Wie beim privaten Kaffeeklatsch mit dem Nachtschattengewächs
von Frank Klein
Mit ihrem neuen Programm "Nacht Schatten Gewächse" ist Stefanie Kerker seit 2007 auf Tour.
Wer bei ihrem Auftritt allerdings einen traditionellen Chanson-Abend im Stile einer Edith Piaf erwartet hatte, wurde schnell eines anderen belehrt. Kerker hat eigene Vorstellungen davon, was Liedgut im dritten Jahrtausend auszeichnet - auch wenn ihre Musik Elemente des klassischen Chansons enthält: Alltagsgeschichten, Poesie, Ironie, Satire und natürlich die Liebe.
 Stefanie Kerker
Stefanie Kerker selbst bezeichnet ihre Kunst als Chansonkabarett. Ihre Show besteht nicht ausschließlich aus den von Ralf Schuon am Klavier begleiteten Chansons, die sie mit ihrer warmen und kraftvollen Stimme vorträgt.
Dazwischen erzählt die Künstlerin immer wieder Geschichten, die sie in ihren Liedern wortgewandt aufnimmt und weiterspinnt. Und so erfährt das Publikum von der ereignisreichen Suche nach ihrem Traummann, vom Beziehungsstress ihrer Freundin und natürlich von den Ratschlägen ihrer aus Schlesien stammenden Oma, die in gewisser Weise das Gerüst der Show bilden.

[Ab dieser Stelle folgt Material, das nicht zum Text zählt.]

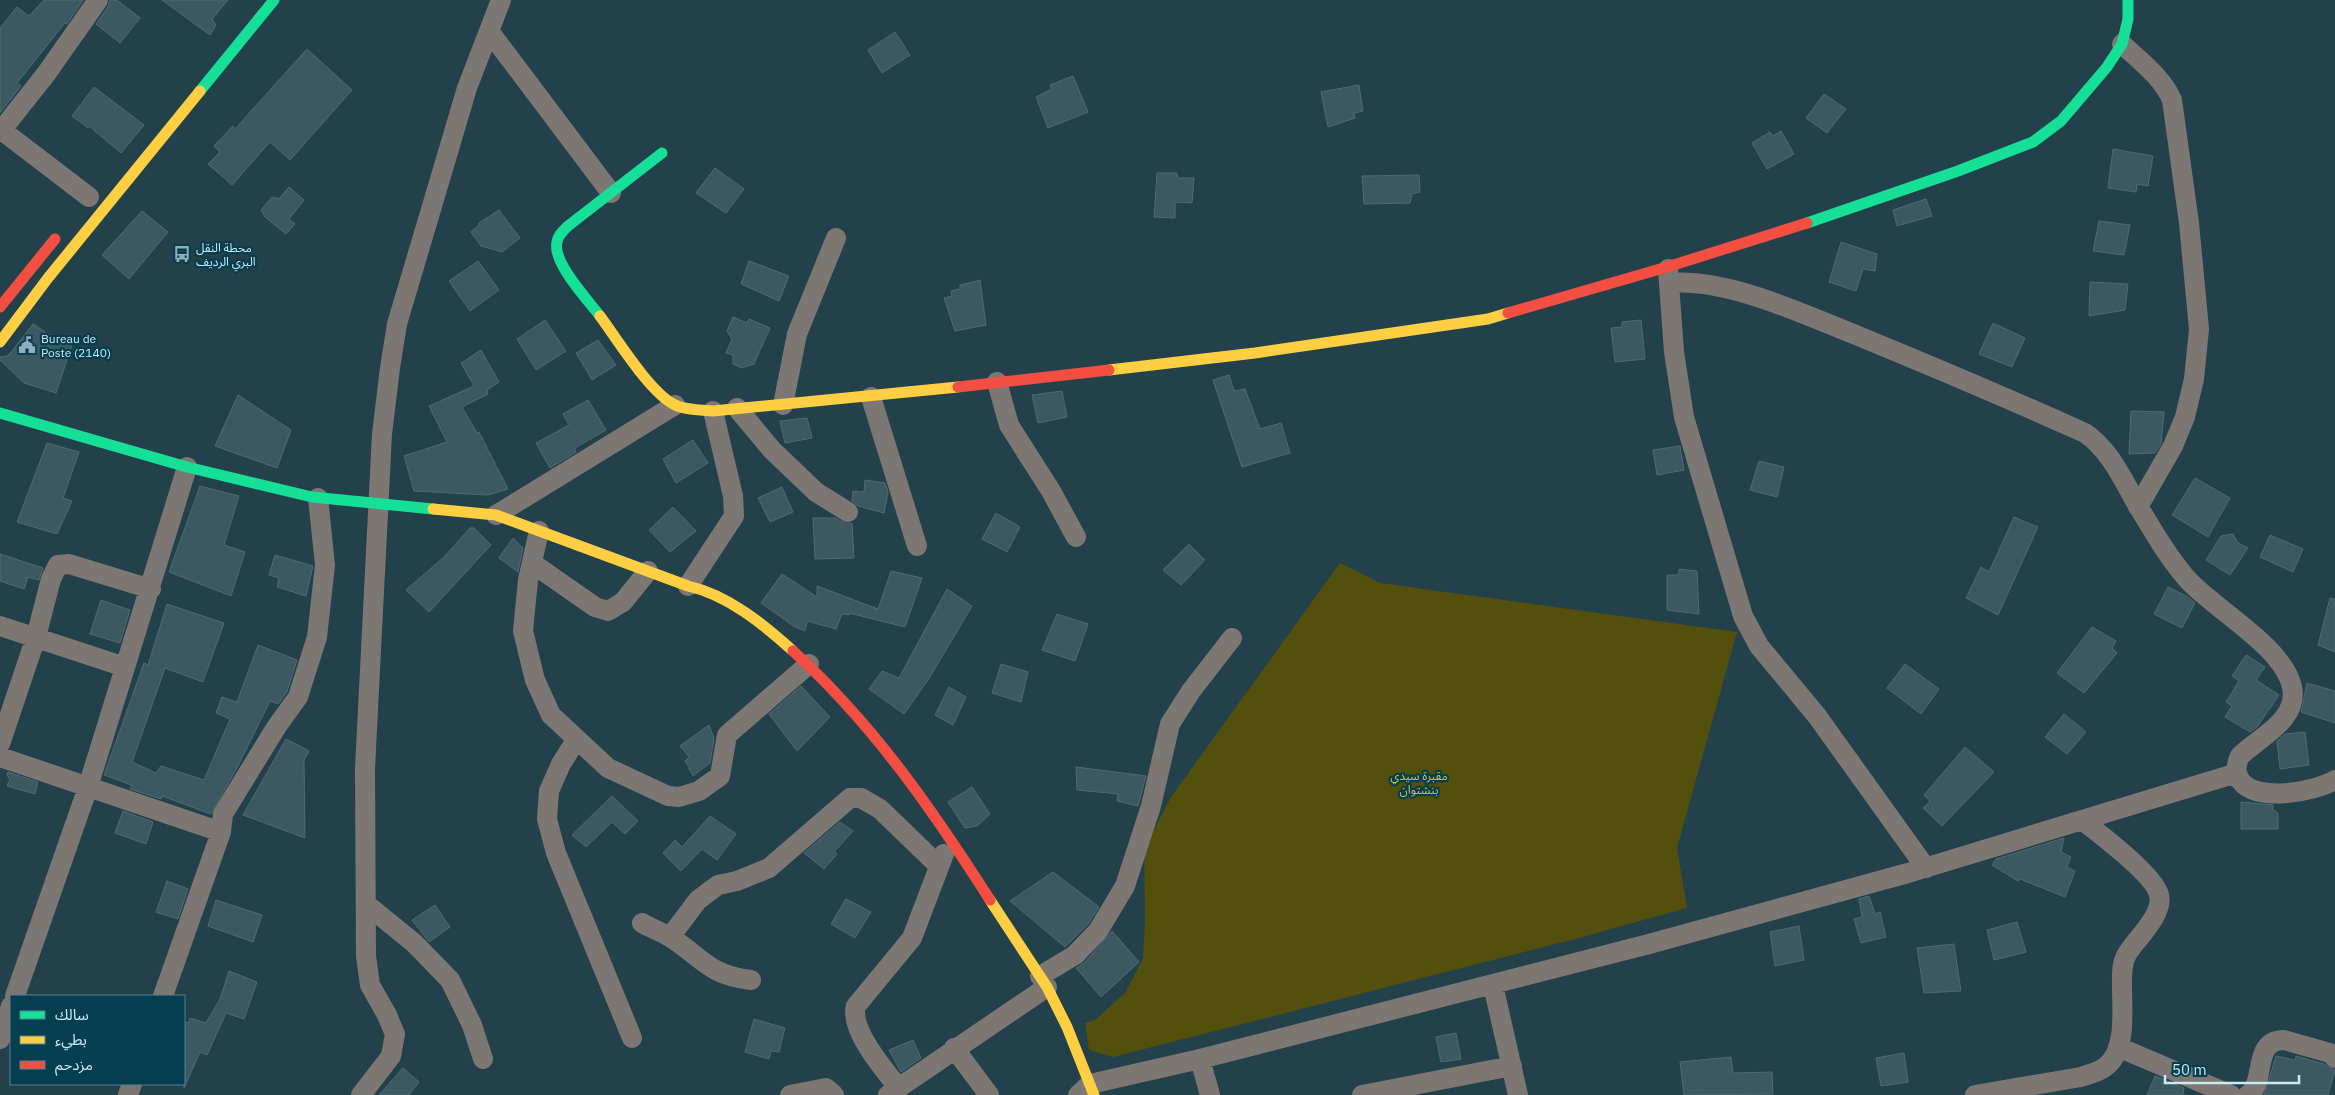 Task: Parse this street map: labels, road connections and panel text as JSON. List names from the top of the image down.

Die Texte, alle von Kerker selbst geschrieben, wirken poetisch, trotzdem hat der Zuschauer, nicht zuletzt deshalb weil er häufig direkt angesprochen wird, stets das Gefühl, auf einen ganz privaten Kaffeeklatsch mit der Künstlerin eingeladen worden zu sein.
Bei ihrem Auftreten wird schnell deutlich, dass Stefanie Kerker nicht nur eine hervorragende Sängerin, sondern auch eine ausgebildete Schauspielerin ist. So hat sie etwa an der Schule für Improvisationstheater und Schauspiel in Backnang studiert. Wahrend sie erzählt, streut sie immer wieder rhetorische Pausen ein und unterstreicht ihre Texte mit expressiver Gestik.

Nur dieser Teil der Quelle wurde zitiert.